[Opening PROVIDED DATA section]
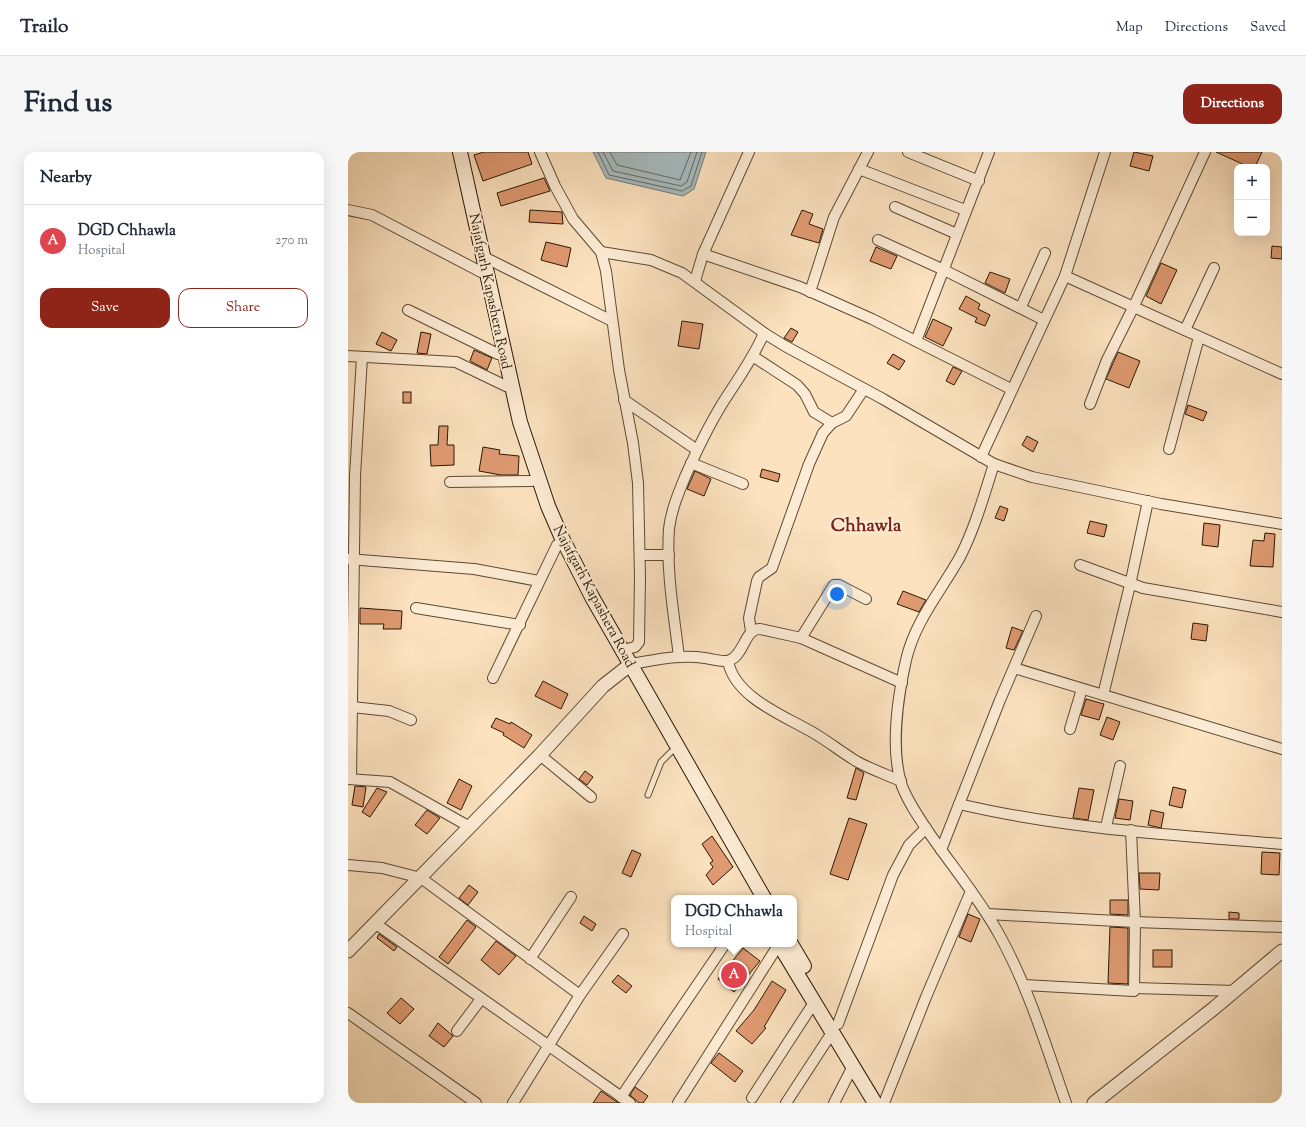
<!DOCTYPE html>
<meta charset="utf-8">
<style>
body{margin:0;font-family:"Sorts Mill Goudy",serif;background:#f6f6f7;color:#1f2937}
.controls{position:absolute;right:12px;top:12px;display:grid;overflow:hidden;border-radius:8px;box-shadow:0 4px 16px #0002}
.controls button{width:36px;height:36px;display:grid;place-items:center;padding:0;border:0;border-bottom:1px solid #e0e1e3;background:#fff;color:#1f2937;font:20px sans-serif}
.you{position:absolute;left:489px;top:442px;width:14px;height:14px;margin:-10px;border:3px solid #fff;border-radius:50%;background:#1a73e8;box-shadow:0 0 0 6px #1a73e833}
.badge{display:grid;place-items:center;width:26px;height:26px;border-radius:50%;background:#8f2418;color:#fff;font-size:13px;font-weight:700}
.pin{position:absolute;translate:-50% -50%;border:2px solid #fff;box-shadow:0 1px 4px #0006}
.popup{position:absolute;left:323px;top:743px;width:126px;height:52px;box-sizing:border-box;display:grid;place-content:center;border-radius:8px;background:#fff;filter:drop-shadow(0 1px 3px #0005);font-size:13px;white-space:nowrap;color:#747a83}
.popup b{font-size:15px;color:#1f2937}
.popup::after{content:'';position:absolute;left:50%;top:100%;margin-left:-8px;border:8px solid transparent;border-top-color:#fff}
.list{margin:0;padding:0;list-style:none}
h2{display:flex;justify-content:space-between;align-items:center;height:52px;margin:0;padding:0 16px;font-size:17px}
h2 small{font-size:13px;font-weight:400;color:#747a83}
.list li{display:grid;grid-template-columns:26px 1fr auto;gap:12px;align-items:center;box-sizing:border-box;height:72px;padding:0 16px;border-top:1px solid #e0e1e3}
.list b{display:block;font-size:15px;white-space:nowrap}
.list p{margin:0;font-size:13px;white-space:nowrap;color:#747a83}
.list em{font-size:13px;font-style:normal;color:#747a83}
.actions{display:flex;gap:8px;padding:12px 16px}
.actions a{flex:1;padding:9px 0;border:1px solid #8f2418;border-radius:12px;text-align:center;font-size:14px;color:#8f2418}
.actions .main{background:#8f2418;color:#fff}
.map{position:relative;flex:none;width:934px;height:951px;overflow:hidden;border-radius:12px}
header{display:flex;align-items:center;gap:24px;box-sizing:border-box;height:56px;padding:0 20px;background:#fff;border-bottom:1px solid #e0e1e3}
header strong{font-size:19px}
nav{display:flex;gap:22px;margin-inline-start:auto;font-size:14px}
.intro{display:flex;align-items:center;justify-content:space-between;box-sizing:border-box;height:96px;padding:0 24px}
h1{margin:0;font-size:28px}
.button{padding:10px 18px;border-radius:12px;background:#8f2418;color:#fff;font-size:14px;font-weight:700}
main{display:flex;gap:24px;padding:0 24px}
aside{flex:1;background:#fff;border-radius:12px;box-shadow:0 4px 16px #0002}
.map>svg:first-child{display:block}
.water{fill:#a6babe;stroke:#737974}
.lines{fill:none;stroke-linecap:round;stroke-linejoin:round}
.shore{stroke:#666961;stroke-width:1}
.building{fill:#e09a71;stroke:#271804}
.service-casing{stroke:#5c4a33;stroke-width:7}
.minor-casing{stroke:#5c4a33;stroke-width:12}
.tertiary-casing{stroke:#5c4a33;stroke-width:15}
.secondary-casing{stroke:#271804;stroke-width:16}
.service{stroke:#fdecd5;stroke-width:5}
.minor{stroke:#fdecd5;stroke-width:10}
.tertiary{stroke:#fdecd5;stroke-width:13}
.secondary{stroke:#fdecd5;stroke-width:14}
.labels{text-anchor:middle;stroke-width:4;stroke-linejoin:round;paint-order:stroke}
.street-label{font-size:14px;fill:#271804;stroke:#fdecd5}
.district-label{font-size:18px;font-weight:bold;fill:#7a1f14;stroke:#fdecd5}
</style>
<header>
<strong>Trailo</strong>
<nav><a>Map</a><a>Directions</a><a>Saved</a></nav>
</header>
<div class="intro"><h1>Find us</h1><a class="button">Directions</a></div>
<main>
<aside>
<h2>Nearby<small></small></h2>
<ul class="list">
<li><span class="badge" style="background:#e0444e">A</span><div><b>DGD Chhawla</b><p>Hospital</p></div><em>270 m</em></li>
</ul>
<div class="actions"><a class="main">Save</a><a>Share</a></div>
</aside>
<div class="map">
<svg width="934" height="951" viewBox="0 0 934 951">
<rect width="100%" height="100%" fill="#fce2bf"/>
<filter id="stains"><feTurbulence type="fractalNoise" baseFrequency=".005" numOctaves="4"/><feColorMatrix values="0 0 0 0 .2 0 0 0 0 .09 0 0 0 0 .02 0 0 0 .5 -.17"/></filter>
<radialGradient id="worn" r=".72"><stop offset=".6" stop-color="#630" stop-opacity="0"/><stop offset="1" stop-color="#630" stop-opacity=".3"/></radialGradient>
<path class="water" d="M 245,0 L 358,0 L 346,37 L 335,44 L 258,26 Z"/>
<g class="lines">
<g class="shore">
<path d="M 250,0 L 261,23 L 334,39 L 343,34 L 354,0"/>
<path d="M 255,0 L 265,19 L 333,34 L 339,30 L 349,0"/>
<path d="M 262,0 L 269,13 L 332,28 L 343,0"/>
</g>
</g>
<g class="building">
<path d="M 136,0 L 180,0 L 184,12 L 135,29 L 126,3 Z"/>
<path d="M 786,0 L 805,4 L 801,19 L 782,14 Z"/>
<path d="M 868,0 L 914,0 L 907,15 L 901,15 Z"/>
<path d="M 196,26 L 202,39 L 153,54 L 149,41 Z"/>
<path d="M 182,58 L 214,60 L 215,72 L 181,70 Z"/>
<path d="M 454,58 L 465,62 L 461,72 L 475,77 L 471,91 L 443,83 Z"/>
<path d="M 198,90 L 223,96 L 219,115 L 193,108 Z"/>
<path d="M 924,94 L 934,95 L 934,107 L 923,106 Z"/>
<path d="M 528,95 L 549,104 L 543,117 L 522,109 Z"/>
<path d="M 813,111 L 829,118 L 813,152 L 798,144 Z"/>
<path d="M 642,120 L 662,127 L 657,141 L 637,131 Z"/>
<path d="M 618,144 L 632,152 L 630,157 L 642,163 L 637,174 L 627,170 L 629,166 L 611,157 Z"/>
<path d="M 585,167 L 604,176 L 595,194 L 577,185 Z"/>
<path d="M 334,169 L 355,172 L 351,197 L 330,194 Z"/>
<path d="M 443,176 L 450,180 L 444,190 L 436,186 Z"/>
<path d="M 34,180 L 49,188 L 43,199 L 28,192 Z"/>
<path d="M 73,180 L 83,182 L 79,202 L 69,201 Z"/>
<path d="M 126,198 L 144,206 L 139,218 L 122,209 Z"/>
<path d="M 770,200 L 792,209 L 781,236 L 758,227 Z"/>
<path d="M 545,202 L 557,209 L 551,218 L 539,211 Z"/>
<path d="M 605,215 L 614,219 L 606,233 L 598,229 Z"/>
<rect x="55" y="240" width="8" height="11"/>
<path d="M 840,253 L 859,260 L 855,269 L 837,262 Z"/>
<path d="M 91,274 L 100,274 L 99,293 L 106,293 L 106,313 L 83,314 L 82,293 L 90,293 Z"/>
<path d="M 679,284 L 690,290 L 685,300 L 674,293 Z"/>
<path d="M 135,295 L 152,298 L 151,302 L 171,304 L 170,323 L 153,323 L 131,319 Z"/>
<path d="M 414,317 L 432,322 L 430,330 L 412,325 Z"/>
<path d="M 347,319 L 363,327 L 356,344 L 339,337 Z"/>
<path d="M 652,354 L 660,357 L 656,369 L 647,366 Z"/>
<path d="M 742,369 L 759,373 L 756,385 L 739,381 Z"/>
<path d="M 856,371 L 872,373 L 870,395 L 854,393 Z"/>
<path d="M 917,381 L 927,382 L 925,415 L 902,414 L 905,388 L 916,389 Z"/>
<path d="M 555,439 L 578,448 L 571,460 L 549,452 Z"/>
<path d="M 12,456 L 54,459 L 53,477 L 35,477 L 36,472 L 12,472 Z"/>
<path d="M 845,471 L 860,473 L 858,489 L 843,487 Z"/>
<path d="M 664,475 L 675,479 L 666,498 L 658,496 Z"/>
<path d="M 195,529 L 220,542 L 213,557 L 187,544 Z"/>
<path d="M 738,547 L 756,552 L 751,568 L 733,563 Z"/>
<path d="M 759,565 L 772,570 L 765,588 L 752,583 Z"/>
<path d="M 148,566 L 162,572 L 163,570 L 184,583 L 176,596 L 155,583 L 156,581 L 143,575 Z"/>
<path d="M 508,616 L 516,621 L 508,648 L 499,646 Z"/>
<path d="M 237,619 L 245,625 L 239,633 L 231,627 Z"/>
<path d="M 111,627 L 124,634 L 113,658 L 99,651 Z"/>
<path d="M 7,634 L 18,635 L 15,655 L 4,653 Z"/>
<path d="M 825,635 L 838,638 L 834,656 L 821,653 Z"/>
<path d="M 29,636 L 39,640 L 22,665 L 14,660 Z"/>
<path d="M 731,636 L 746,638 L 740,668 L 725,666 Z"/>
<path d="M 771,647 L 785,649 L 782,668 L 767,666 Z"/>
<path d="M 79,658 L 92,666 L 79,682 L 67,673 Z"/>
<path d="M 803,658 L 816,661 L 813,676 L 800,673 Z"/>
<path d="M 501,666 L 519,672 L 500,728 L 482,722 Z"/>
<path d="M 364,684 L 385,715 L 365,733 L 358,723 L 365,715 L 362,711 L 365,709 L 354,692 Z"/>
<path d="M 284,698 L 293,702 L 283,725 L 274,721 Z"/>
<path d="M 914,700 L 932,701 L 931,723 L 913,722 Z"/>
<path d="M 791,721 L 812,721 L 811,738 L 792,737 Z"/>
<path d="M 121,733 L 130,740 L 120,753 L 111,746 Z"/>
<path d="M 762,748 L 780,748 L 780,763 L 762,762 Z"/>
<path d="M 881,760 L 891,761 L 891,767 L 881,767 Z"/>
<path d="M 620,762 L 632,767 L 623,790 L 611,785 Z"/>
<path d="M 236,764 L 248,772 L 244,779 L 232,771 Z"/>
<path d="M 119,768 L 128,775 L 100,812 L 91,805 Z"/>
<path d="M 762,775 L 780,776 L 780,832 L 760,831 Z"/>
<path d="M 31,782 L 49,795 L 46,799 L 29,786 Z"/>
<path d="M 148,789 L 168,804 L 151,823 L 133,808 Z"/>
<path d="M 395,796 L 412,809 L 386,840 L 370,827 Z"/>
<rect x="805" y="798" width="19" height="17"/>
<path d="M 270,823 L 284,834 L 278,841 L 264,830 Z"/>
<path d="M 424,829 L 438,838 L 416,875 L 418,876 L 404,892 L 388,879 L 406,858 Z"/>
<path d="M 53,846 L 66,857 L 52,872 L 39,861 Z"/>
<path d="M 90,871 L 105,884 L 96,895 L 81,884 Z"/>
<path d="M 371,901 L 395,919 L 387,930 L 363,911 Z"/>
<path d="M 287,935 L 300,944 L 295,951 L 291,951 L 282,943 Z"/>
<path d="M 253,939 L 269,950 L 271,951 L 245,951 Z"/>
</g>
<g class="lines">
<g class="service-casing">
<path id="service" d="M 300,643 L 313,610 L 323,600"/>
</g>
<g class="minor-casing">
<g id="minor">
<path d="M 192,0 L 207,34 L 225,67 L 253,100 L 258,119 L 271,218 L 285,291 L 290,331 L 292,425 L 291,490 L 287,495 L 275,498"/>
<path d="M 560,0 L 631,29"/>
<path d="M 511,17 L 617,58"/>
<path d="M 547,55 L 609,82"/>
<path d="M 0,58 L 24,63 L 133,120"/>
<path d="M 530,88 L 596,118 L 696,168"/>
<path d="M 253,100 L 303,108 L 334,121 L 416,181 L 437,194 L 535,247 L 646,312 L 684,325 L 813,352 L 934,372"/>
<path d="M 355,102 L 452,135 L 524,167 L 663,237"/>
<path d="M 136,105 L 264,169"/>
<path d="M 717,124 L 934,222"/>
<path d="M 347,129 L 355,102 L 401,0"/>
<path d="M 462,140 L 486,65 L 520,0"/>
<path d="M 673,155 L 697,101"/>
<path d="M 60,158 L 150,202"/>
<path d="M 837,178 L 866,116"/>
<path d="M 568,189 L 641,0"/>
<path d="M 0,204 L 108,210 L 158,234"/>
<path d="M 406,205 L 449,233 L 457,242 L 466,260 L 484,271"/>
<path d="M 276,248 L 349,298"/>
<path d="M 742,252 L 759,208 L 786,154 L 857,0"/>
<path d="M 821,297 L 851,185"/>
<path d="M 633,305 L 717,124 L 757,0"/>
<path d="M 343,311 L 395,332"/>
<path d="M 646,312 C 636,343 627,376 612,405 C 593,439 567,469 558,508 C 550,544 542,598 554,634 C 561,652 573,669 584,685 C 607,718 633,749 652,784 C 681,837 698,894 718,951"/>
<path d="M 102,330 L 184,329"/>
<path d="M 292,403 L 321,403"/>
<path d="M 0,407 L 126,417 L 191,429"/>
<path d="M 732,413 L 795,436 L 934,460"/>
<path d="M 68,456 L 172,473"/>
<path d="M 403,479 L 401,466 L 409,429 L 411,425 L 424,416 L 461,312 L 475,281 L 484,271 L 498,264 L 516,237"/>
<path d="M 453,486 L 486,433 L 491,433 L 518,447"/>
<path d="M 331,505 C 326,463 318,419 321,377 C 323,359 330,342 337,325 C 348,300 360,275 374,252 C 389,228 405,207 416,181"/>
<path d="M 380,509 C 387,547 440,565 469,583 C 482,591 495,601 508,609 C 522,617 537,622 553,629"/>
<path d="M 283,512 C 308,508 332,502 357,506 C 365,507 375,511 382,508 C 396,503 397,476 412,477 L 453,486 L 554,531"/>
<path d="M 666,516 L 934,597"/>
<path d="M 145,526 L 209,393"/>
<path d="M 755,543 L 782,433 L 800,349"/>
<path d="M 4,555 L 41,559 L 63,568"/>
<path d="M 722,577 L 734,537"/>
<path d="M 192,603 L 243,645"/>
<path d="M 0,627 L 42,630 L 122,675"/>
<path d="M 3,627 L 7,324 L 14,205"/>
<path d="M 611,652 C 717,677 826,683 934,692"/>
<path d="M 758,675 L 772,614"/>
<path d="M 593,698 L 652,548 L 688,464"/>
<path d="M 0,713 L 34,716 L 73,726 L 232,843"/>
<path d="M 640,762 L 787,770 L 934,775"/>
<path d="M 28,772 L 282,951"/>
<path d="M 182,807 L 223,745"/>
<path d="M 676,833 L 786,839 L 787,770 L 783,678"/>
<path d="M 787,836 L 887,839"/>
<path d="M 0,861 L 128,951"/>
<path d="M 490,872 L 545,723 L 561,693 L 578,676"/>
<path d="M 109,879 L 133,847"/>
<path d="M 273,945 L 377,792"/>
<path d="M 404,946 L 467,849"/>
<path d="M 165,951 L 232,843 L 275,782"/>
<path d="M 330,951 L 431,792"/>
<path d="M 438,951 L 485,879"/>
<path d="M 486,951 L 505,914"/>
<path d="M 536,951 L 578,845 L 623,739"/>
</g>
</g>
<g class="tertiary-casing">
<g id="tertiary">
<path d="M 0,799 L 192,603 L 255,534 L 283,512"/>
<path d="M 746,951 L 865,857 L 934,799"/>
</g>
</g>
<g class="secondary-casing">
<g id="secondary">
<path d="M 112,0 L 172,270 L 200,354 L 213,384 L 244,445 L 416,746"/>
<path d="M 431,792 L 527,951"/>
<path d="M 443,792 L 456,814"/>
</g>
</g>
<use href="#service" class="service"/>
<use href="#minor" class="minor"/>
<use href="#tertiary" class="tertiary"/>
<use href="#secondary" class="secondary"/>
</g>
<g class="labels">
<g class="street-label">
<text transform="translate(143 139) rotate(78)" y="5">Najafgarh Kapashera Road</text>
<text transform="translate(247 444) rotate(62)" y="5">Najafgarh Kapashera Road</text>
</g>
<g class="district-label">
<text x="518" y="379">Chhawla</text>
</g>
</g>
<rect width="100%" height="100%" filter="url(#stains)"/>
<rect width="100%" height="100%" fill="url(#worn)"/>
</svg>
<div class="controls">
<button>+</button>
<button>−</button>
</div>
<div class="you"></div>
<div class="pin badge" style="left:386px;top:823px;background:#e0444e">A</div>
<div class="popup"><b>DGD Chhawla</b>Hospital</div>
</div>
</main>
[Closing PROVIDED DATA section]
*ABOUT THIS EXERCISE:* Search the records for the string "Directions" and report each line that has it.

*EXERCISE OUTPUT:*
<nav><a>Map</a><a>Directions</a><a>Saved</a></nav>
<div class="intro"><h1>Find us</h1><a class="button">Directions</a></div>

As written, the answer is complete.